-- DATA EXTRACTS follows --

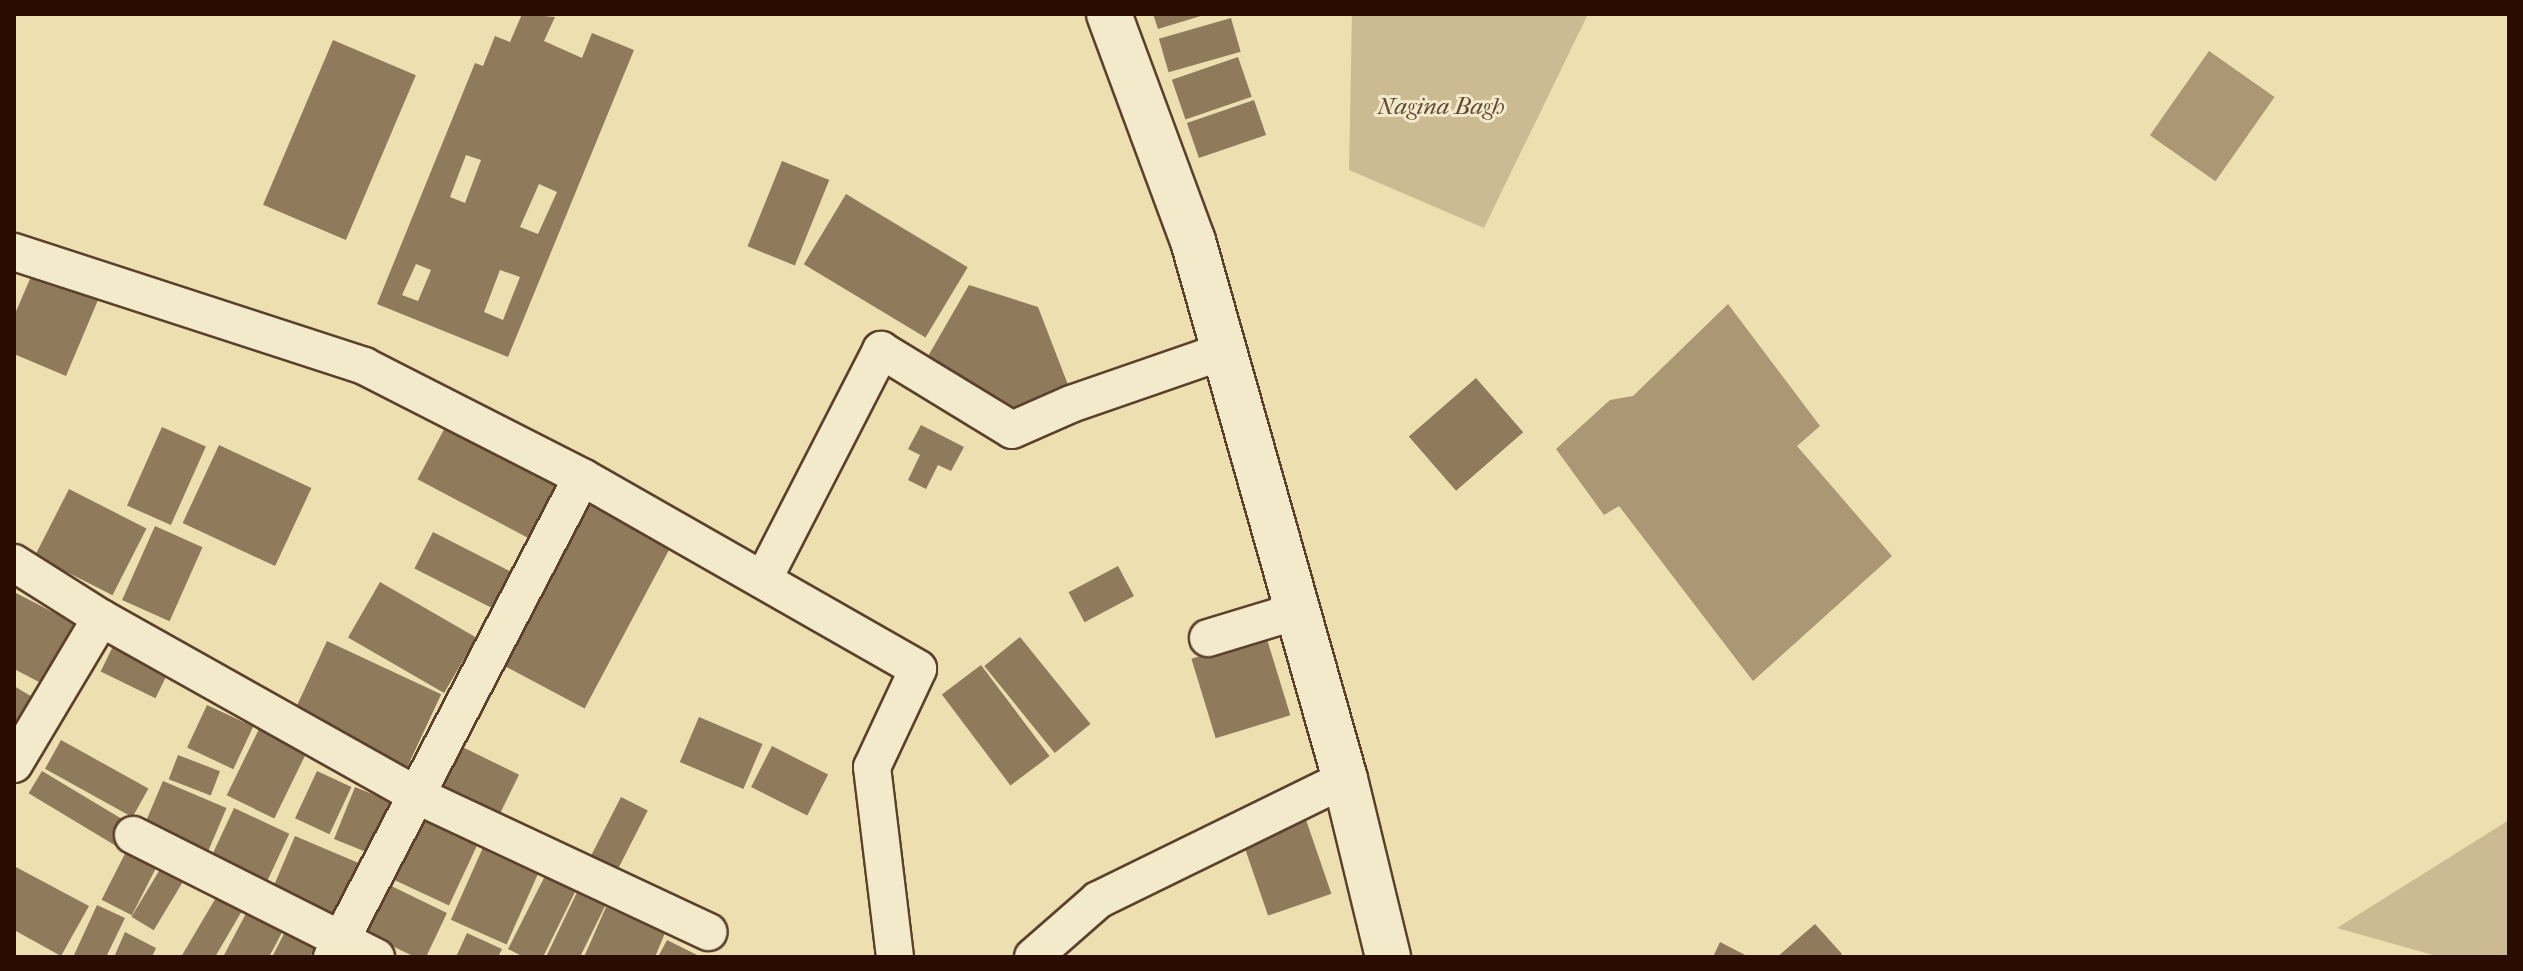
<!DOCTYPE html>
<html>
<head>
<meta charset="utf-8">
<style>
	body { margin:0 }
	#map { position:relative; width:2523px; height:971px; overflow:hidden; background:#eddfb0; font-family:"IM FELL French Canon",serif }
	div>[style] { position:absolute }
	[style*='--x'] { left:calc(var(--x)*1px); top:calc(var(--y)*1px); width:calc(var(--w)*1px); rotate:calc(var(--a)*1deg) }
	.green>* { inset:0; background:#ccbb92 }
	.water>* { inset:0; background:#ab9774; transform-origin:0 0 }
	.building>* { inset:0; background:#8f7a5c; transform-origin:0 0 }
	.roads { filter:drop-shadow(2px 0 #5b412c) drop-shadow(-2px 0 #5b412c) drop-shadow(0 2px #5b412c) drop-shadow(0 -2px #5b412c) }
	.street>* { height:36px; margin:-18px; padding:0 18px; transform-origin:18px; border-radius:18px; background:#f3eacc }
	.secondary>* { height:44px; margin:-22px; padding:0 22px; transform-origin:22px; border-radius:22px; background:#f3eacc }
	span { translate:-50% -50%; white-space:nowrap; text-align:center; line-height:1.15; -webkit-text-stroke:6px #f3eacc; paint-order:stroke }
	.park-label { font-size:24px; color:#634933; font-style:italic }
	.frame { position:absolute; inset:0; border:16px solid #2a0c00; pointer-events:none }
</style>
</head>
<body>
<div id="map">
	<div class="green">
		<div style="clip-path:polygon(1352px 14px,1588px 14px,1484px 228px,1349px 170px)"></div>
		<div style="clip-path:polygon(2509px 820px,2509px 957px,2440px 957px,2337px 928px)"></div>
	</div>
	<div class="water">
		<div style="left:2209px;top:51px;width:80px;height:103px;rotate:35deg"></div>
		<div style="clip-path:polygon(1728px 304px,1820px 426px,1797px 446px,1892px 556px,1753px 681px,1619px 506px,1604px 515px,1556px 449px,1610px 400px,1633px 396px)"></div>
	</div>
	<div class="building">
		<div style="clip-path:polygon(evenodd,522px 14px,555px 17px,544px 41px,582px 58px,592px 33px,634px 50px,508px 357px,377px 304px,475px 63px,483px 66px,495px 36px,510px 42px,522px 14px,466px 155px,481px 160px,465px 203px,450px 197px,466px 155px,522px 14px,539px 184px,557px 192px,538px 234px,520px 227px,539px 184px,522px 14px,416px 264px,431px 270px,418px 301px,402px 295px,416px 264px,522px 14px,500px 270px,520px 277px,503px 320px,484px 312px,500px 270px)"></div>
		<div style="clip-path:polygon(1153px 14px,1204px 14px,1204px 15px,1158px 29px)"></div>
		<div style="left:1231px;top:18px;width:35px;height:75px;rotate:74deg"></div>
		<div style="left:333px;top:40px;width:90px;height:179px;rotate:23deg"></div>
		<div style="left:1238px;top:57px;width:42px;height:70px;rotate:71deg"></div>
		<div style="left:1254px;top:100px;width:37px;height:71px;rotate:71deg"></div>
		<div style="left:782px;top:161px;width:51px;height:92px;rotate:22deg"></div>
		<div style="left:846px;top:194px;width:142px;height:82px;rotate:31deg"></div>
		<div style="clip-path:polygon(33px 272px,98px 300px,66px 376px,14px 354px,14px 316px)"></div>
		<div style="clip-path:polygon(969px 285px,1038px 307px,1070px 390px,1027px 422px,927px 358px)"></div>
		<div style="left:1476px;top:378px;width:72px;height:89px;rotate:49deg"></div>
		<div style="left:449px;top:420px;width:136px;height:67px;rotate:28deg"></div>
		<div style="clip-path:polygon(921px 425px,964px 447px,951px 471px,938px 465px,926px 489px,908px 480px,920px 455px,908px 449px)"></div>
		<div style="left:162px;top:427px;width:48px;height:86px;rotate:24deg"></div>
		<div style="left:219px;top:445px;width:102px;height:86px;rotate:25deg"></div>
		<div style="left:69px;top:489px;width:87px;height:75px;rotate:27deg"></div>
		<div style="left:580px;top:500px;width:102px;height:182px;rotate:28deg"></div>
		<div style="left:155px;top:526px;width:52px;height:81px;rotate:24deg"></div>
		<div style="left:433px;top:532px;width:92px;height:41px;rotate:27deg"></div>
		<div style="left:1118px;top:566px;width:34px;height:56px;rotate:62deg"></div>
		<div style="left:380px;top:582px;width:111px;height:64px;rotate:30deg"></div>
		<div style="clip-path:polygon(14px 592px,74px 623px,43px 684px,14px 669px)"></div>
		<div style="left:1266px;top:636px;width:83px;height:78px;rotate:73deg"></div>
		<div style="left:1020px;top:637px;width:112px;height:46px;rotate:51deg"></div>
		<div style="left:116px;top:640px;width:61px;height:35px;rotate:26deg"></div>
		<div style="left:327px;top:641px;width:126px;height:83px;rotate:25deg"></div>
		<div style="left:981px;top:665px;width:114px;height:49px;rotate:53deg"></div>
		<div style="clip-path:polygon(14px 686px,34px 698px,14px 735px)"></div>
		<div style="left:207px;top:705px;width:51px;height:47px;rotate:25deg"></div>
		<div style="left:699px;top:717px;width:69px;height:49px;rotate:23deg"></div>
		<div style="left:260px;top:727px;width:53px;height:76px;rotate:26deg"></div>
		<div style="left:61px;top:740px;width:100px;height:33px;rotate:29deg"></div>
		<div style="left:448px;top:740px;width:79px;height:44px;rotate:26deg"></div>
		<div style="left:772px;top:746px;width:63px;height:46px;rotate:27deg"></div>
		<div style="left:178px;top:755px;width:45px;height:26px;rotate:21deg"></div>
		<div style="left:42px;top:771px;width:108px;height:26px;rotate:31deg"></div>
		<div style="left:317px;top:771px;width:38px;height:52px;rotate:25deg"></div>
		<div style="left:163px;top:781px;width:69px;height:60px;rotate:23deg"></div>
		<div style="left:355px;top:787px;width:40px;height:56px;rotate:22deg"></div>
		<div style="left:621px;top:797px;width:30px;height:77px;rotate:27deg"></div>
		<div style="left:234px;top:808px;width:61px;height:56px;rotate:25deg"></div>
		<div style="left:415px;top:808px;width:72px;height:74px;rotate:25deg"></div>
		<div style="left:1306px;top:820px;width:78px;height:67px;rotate:71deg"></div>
		<div style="left:295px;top:836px;width:71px;height:62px;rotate:23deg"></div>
		<div style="left:132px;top:840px;width:34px;height:67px;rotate:27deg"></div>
		<div style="left:485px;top:843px;width:61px;height:84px;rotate:24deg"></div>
		<div style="left:168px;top:856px;width:26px;height:71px;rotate:31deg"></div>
		<div style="clip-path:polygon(14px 866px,89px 906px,61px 956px,14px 930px)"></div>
		<div style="clip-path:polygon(548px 870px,578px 886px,543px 957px,524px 957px,508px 949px)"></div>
		<div style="clip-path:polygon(381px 881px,447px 913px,426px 957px,415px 957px,357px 929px)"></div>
		<div style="clip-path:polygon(224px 884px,249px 899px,215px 957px,181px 957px)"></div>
		<div style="clip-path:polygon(580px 886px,608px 900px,580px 957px,546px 957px)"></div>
		<div style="clip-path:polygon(251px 904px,287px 923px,269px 957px,223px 957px)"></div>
		<div style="clip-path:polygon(97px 905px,125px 918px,106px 957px,79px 957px,74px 955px)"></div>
		<div style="clip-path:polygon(606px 907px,665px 933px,655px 957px,584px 957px)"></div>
		<div style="clip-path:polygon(1815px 924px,1842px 954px,1839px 957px,1777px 957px)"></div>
		<div style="clip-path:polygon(287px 928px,317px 943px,310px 957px,272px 957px)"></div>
		<div style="clip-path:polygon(125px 932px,156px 948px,152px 957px,114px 957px)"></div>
		<div style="clip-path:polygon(467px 933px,502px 949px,498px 957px,456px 957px)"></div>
		<div style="clip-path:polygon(667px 940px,701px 957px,658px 957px)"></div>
		<div style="clip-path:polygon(1720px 942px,1749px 957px,1713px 957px)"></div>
	</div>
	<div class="roads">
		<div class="street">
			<div style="--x:14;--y:252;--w:368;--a:18"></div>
			<div style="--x:364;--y:366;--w:245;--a:27"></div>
			<div style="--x:582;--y:477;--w:387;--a:29.7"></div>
			<div style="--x:918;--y:669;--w:108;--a:115.1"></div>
			<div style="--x:872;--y:767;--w:191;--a:83.1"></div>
			<div style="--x:14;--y:563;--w:103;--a:32.3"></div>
			<div style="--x:101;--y:618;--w:361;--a:29.3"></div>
			<div style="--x:416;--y:795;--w:323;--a:25.1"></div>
			<div style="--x:763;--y:580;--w:259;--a:-62.8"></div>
			<div style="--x:881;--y:350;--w:153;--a:31.4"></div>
			<div style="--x:1012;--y:430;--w:64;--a:-23.8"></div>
			<div style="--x:1071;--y:404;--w:162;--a:-19.1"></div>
			<div style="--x:1208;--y:638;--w:93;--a:-16.9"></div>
			<div style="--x:14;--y:764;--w:170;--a:-59.2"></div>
			<div style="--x:133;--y:835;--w:272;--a:26.7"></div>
			<div style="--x:332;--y:957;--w:541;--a:-62.49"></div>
			<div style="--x:1033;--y:957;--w:86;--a:-41.2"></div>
			<div style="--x:1098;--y:900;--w:275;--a:-26.1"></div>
		</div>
		<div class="secondary">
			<div style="--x:1109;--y:14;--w:242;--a:69.7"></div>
			<div style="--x:1193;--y:241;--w:559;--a:74.22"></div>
			<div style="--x:1345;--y:779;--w:183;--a:76.4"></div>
		</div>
	</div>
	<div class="park-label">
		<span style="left:1441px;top:107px">Nagina Bagh</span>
	</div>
	<div class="frame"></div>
</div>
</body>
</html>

-- DATA EXTRACTS concluded --

INSTRUCTIONS TO FOLLOW
Each line of the material that has "water" in it should be counted; reply with that number alone.

SOLUTION FOR THIS PROBLEM
2